[Exercise input — start]

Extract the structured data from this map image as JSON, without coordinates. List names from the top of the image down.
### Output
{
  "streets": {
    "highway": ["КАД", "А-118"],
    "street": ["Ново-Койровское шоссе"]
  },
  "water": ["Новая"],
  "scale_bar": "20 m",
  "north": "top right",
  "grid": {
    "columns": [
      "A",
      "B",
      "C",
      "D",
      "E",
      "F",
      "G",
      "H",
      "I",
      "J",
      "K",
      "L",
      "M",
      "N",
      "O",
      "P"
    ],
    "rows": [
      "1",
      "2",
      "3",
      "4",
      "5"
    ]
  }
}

[Exercise input — finish]

The data above should be reproduced in full, word for word.

### Written solution
Extract the structured data from this map image as JSON, without coordinates. List names from the top of the image down.
### Output
{
  "streets": {
    "highway": ["КАД", "А-118"],
    "street": ["Ново-Койровское шоссе"]
  },
  "water": ["Новая"],
  "scale_bar": "20 m",
  "north": "top right",
  "grid": {
    "columns": [
      "A",
      "B",
      "C",
      "D",
      "E",
      "F",
      "G",
      "H",
      "I",
      "J",
      "K",
      "L",
      "M",
      "N",
      "O",
      "P"
    ],
    "rows": [
      "1",
      "2",
      "3",
      "4",
      "5"
    ]
  }
}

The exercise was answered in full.